<<<<

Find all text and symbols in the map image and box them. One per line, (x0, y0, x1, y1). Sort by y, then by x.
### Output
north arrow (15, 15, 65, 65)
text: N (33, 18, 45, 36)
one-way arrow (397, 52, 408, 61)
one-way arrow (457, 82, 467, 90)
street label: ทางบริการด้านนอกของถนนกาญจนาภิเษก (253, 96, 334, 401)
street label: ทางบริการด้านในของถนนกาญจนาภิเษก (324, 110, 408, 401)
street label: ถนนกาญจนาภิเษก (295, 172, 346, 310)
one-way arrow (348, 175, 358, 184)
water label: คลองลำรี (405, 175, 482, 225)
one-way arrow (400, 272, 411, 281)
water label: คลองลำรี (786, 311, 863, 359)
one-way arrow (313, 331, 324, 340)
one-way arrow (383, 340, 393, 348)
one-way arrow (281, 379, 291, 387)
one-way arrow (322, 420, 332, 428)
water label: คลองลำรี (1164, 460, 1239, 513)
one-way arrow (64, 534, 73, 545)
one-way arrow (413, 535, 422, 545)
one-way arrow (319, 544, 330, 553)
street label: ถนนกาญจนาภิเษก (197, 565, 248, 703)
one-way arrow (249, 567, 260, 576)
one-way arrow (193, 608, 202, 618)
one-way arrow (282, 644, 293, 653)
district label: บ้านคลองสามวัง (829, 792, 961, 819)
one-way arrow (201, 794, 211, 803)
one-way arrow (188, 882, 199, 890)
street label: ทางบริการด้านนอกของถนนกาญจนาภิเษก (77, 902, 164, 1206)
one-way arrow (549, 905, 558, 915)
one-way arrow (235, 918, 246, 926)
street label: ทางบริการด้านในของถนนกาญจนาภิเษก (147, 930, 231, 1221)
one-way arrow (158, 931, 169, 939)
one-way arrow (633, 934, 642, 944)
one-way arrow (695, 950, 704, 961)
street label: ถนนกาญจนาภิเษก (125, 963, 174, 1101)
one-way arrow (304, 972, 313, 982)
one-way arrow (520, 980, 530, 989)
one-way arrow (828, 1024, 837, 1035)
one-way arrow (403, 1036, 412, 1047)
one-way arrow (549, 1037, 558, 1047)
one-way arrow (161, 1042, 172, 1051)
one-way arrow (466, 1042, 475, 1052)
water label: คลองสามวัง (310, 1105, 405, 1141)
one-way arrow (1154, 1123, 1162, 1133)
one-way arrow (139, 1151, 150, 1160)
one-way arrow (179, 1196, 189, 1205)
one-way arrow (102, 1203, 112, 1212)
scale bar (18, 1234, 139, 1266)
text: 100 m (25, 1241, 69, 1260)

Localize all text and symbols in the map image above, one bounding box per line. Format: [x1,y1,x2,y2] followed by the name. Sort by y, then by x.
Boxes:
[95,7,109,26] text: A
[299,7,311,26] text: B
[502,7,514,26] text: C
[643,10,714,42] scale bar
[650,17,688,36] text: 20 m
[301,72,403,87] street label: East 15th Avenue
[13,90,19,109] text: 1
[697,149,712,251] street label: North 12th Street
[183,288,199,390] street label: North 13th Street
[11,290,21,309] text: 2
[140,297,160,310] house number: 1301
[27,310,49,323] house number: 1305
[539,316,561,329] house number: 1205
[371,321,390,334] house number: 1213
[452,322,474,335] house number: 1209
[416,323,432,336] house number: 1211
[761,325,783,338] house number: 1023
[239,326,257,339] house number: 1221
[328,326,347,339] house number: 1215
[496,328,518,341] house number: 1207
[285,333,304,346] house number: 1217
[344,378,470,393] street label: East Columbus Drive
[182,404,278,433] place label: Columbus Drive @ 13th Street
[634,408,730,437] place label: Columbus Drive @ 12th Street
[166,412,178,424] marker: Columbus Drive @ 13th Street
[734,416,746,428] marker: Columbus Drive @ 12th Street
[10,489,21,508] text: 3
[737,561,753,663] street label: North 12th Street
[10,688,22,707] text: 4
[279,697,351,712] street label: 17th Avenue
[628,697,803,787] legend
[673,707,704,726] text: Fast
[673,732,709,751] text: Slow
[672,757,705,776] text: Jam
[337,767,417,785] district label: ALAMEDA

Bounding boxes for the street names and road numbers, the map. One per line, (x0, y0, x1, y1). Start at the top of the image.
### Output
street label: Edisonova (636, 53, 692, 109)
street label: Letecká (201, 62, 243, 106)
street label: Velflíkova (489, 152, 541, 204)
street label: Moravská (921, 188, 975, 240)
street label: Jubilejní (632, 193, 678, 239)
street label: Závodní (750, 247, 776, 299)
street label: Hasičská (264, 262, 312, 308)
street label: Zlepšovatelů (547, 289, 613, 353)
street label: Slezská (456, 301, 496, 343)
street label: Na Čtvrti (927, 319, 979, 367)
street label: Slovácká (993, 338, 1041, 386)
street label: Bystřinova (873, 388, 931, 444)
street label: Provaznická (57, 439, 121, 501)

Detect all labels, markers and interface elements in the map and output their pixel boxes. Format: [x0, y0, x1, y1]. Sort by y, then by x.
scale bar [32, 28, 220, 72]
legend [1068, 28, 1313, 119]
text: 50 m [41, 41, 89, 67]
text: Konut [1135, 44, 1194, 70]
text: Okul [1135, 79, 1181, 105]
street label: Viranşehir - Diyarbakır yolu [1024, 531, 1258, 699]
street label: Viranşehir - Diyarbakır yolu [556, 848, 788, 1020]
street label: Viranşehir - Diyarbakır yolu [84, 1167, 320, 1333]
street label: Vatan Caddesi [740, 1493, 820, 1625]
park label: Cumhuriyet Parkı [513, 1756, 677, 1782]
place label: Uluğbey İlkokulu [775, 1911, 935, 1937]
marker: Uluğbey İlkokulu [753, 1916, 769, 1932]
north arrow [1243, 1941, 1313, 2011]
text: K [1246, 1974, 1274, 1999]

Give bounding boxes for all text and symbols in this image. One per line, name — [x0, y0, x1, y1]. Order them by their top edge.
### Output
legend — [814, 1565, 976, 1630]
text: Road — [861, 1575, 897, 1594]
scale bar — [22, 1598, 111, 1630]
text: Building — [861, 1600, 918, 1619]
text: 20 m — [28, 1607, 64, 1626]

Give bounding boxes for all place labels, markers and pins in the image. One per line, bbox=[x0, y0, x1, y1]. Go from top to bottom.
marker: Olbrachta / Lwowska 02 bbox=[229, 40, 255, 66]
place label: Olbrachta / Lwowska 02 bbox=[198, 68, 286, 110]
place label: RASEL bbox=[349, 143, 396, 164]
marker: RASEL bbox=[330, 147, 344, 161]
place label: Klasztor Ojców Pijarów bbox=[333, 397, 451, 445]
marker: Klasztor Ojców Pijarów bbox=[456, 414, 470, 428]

>>>>

Problem description: Please reproduce the data as it was given, with every line exact.

Written response:
Find all text and symbols in the map image and box them. One per line, (x0, y0, x1, y1). Sort by y, then by x.
### Output
north arrow (15, 15, 65, 65)
text: N (33, 18, 45, 36)
one-way arrow (397, 52, 408, 61)
one-way arrow (457, 82, 467, 90)
street label: ทางบริการด้านนอกของถนนกาญจนาภิเษก (253, 96, 334, 401)
street label: ทางบริการด้านในของถนนกาญจนาภิเษก (324, 110, 408, 401)
street label: ถนนกาญจนาภิเษก (295, 172, 346, 310)
one-way arrow (348, 175, 358, 184)
water label: คลองลำรี (405, 175, 482, 225)
one-way arrow (400, 272, 411, 281)
water label: คลองลำรี (786, 311, 863, 359)
one-way arrow (313, 331, 324, 340)
one-way arrow (383, 340, 393, 348)
one-way arrow (281, 379, 291, 387)
one-way arrow (322, 420, 332, 428)
water label: คลองลำรี (1164, 460, 1239, 513)
one-way arrow (64, 534, 73, 545)
one-way arrow (413, 535, 422, 545)
one-way arrow (319, 544, 330, 553)
street label: ถนนกาญจนาภิเษก (197, 565, 248, 703)
one-way arrow (249, 567, 260, 576)
one-way arrow (193, 608, 202, 618)
one-way arrow (282, 644, 293, 653)
district label: บ้านคลองสามวัง (829, 792, 961, 819)
one-way arrow (201, 794, 211, 803)
one-way arrow (188, 882, 199, 890)
street label: ทางบริการด้านนอกของถนนกาญจนาภิเษก (77, 902, 164, 1206)
one-way arrow (549, 905, 558, 915)
one-way arrow (235, 918, 246, 926)
street label: ทางบริการด้านในของถนนกาญจนาภิเษก (147, 930, 231, 1221)
one-way arrow (158, 931, 169, 939)
one-way arrow (633, 934, 642, 944)
one-way arrow (695, 950, 704, 961)
street label: ถนนกาญจนาภิเษก (125, 963, 174, 1101)
one-way arrow (304, 972, 313, 982)
one-way arrow (520, 980, 530, 989)
one-way arrow (828, 1024, 837, 1035)
one-way arrow (403, 1036, 412, 1047)
one-way arrow (549, 1037, 558, 1047)
one-way arrow (161, 1042, 172, 1051)
one-way arrow (466, 1042, 475, 1052)
water label: คลองสามวัง (310, 1105, 405, 1141)
one-way arrow (1154, 1123, 1162, 1133)
one-way arrow (139, 1151, 150, 1160)
one-way arrow (179, 1196, 189, 1205)
one-way arrow (102, 1203, 112, 1212)
scale bar (18, 1234, 139, 1266)
text: 100 m (25, 1241, 69, 1260)

Localize all text and symbols in the map image above, one bounding box per line. Format: [x1,y1,x2,y2] followed by the name. Sort by y, then by x.
Boxes:
[95,7,109,26] text: A
[299,7,311,26] text: B
[502,7,514,26] text: C
[643,10,714,42] scale bar
[650,17,688,36] text: 20 m
[301,72,403,87] street label: East 15th Avenue
[13,90,19,109] text: 1
[697,149,712,251] street label: North 12th Street
[183,288,199,390] street label: North 13th Street
[11,290,21,309] text: 2
[140,297,160,310] house number: 1301
[27,310,49,323] house number: 1305
[539,316,561,329] house number: 1205
[371,321,390,334] house number: 1213
[452,322,474,335] house number: 1209
[416,323,432,336] house number: 1211
[761,325,783,338] house number: 1023
[239,326,257,339] house number: 1221
[328,326,347,339] house number: 1215
[496,328,518,341] house number: 1207
[285,333,304,346] house number: 1217
[344,378,470,393] street label: East Columbus Drive
[182,404,278,433] place label: Columbus Drive @ 13th Street
[634,408,730,437] place label: Columbus Drive @ 12th Street
[166,412,178,424] marker: Columbus Drive @ 13th Street
[734,416,746,428] marker: Columbus Drive @ 12th Street
[10,489,21,508] text: 3
[737,561,753,663] street label: North 12th Street
[10,688,22,707] text: 4
[279,697,351,712] street label: 17th Avenue
[628,697,803,787] legend
[673,707,704,726] text: Fast
[673,732,709,751] text: Slow
[672,757,705,776] text: Jam
[337,767,417,785] district label: ALAMEDA

Bounding boxes for the street names and road numbers, the map. One per line, (x0, y0, x1, y1). Start at the top of the image.
### Output
street label: Edisonova (636, 53, 692, 109)
street label: Letecká (201, 62, 243, 106)
street label: Velflíkova (489, 152, 541, 204)
street label: Moravská (921, 188, 975, 240)
street label: Jubilejní (632, 193, 678, 239)
street label: Závodní (750, 247, 776, 299)
street label: Hasičská (264, 262, 312, 308)
street label: Zlepšovatelů (547, 289, 613, 353)
street label: Slezská (456, 301, 496, 343)
street label: Na Čtvrti (927, 319, 979, 367)
street label: Slovácká (993, 338, 1041, 386)
street label: Bystřinova (873, 388, 931, 444)
street label: Provaznická (57, 439, 121, 501)

Detect all labels, markers and interface elements in the map and output their pixel boxes. Format: [x0, y0, x1, y1]. Sort by y, then by x.
scale bar [32, 28, 220, 72]
legend [1068, 28, 1313, 119]
text: 50 m [41, 41, 89, 67]
text: Konut [1135, 44, 1194, 70]
text: Okul [1135, 79, 1181, 105]
street label: Viranşehir - Diyarbakır yolu [1024, 531, 1258, 699]
street label: Viranşehir - Diyarbakır yolu [556, 848, 788, 1020]
street label: Viranşehir - Diyarbakır yolu [84, 1167, 320, 1333]
street label: Vatan Caddesi [740, 1493, 820, 1625]
park label: Cumhuriyet Parkı [513, 1756, 677, 1782]
place label: Uluğbey İlkokulu [775, 1911, 935, 1937]
marker: Uluğbey İlkokulu [753, 1916, 769, 1932]
north arrow [1243, 1941, 1313, 2011]
text: K [1246, 1974, 1274, 1999]

Give bounding boxes for all text and symbols in this image. One per line, name — [x0, y0, x1, y1]. Order them by their top edge.
### Output
legend — [814, 1565, 976, 1630]
text: Road — [861, 1575, 897, 1594]
scale bar — [22, 1598, 111, 1630]
text: Building — [861, 1600, 918, 1619]
text: 20 m — [28, 1607, 64, 1626]

Give bounding boxes for all place labels, markers and pins in the image. One per line, bbox=[x0, y0, x1, y1]. Go from top to bottom.
marker: Olbrachta / Lwowska 02 bbox=[229, 40, 255, 66]
place label: Olbrachta / Lwowska 02 bbox=[198, 68, 286, 110]
place label: RASEL bbox=[349, 143, 396, 164]
marker: RASEL bbox=[330, 147, 344, 161]
place label: Klasztor Ojców Pijarów bbox=[333, 397, 451, 445]
marker: Klasztor Ojców Pijarów bbox=[456, 414, 470, 428]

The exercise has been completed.